Tongue to the Toes Meme
(Potential) Trigger Warning
Over the past few years, this graphic has appeared in various groups and is often used to support the promoted group model. The fascial communities posted this graphic to validate the need for whole body fascial work to release the entire person, not just where the problem is noted, despite a lack of quality evidence showing that we can permanently change the length of connective tissue as taught in most fascial lines of training. (Do you have studies that prove this? Drop them in the comments). Their “find the pain/reported problem, look elsewhere for the cause” is a weak attempt to justify their views. Actual causation is complex and is never a simple story of a fascial restriction (1).
More recently, this graphic has been passed around in groups and posts from tongue-related models of care, which can include those working with tongue-tie release patients. The presence of “connection” from tongue to toe seems impressive, though possibly less so if we ask the people posting this meme how it matters. Those validations should be attached to the meme if this connection is a proven, solid reason for a condition or problem and supports our intervention beyond group speak. The entire body is connected, which certainly matters, but how is this one specific connection relevant? Tongue tie laser/surgical releases may be one of the few instances where this vague concept may matter. However, how does this graphic guide your practice short of a surgical release? What evidence (not perspectives) exists to justify reposting this meme?
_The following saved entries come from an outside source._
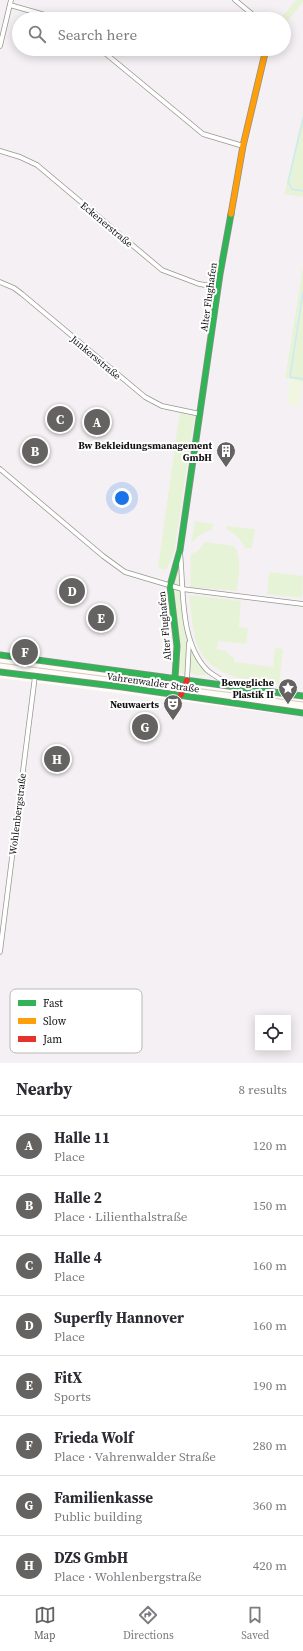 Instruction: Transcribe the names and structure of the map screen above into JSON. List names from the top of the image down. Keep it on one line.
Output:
{"streets":{"main road":["Alter Flughafen","Vahrenwalder Straße"],"street":["Eckenerstraße","Junkersstraße","Wohlenbergstraße"]},"crossings":[["Eckenerstraße","Alter Flughafen"],["Alter Flughafen","Junkersstraße"],["Alter Flughafen","Vahrenwalder Straße"],["Vahrenwalder Straße","Wohlenbergstraße"]],"places":{"building":["Bw Bekleidungsmanagement GmbH"],"place":["Bewegliche Plastik II"],"theatre":["Neuwaerts"]},"legend":["Fast","Slow","Jam"],"page":{"search":"Search here","pins":["C","A","B","D","E","F","G","H"],"heading":["Nearby","8 results"],"list":[{"mark":"A","name":"Halle 11","note":"Place","value":"120 m"},{"mark":"B","name":"Halle 2","note":"Place · Lilienthalstraße","value":"150 m"},{"mark":"C","name":"Halle 4","note":"Place","value":"160 m"},{"mark":"D","name":"Superfly Hannover","note":"Place","value":"160 m"},{"mark":"E","name":"FitX","note":"Sports","value":"190 m"},{"mark":"F","name":"Frieda Wolf","note":"Place · Vahrenwalder Straße","value":"280 m"},{"mark":"G","name":"Familienkasse","note":"Public building","value":"360 m"},{"mark":"H","name":"DZS GmbH","note":"Place · Wohlenbergstraße","value":"420 m"}],"nav":["Map","Directions","Saved"]}} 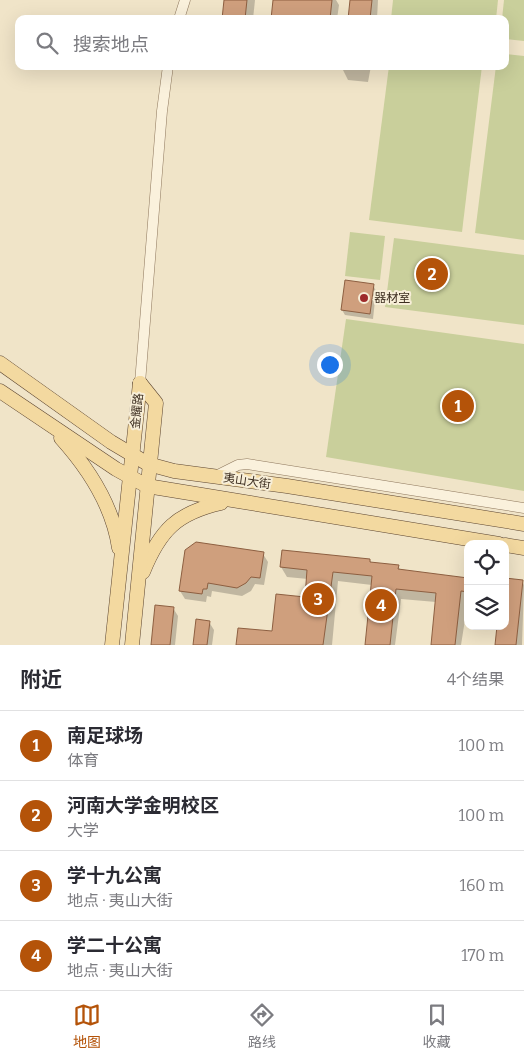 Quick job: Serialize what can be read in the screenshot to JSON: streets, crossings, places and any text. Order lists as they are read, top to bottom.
{
  "streets": {
    "main road": ["金耀路", "夷山大街"]
  },
  "crossings": [
    ["金耀路", "夷山大街"]
  ],
  "places": ["器材室"],
  "page": {
    "search": "搜索地点",
    "pins": [
      "2",
      "1",
      "3",
      "4"
    ],
    "heading": ["附近", "4个结果"],
    "list": [
      {
        "mark": "1",
        "name": "南足球场",
        "note": "体育",
        "value": "100 m"
      },
      {
        "mark": "2",
        "name": "河南大学金明校区",
        "note": "大学",
        "value": "100 m"
      },
      {
        "mark": "3",
        "name": "学十九公寓",
        "note": "地点 · 夷山大街",
        "value": "160 m"
      },
      {
        "mark": "4",
        "name": "学二十公寓",
        "note": "地点 · 夷山大街",
        "value": "170 m"
      }
    ],
    "nav": ["地图", "路线", "收藏"]
  }
}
Without this background evidence, this meme is meaningless.
Addressing the “whole body” is another thing many groups claim to offer. Do these claims move beyond theoretical or consensus building? Or are they simply justification models used to support their beliefs, claims, and actions? Human beings benefit from numerous yet disparate models of care, including exercise, manual therapy, and education. My myofascial release training taught me to look broadly, as balancing an asymmetrical pelvis was said to be key to resolving headaches, etc. Those perspectives, when actioned, often did help headaches, but so do other intervention models that pay no attention to balancing the pelvis. These discrepancies in a model’s claims with the overall outcome we see using a range of perspectives and therapy models should be concerning. They are regarding whether one takes off the blinders imposed upon them by their chosen intervention tribe.
Treatments to the tongue of various sorts are exceedingly helpful for pain, poor motor control, limited articulation, swallowing disorders, voice fatigue-related concerns, sensory awareness, changes in resting posture, and more. But is that tongue-to-toes correlation just that, a correlation? Or is there substantiative causative data to lead us to support this broadly interpretable image?
Walt Fritz, PT
Anjum, R. L., Copeland, S., & Rocca, E. (2020). Rethinking causality, complexity and evidence for the unique patient: a Causehealth resource for healthcare professionals and the clinical encounter (p. 241). Springer Nature.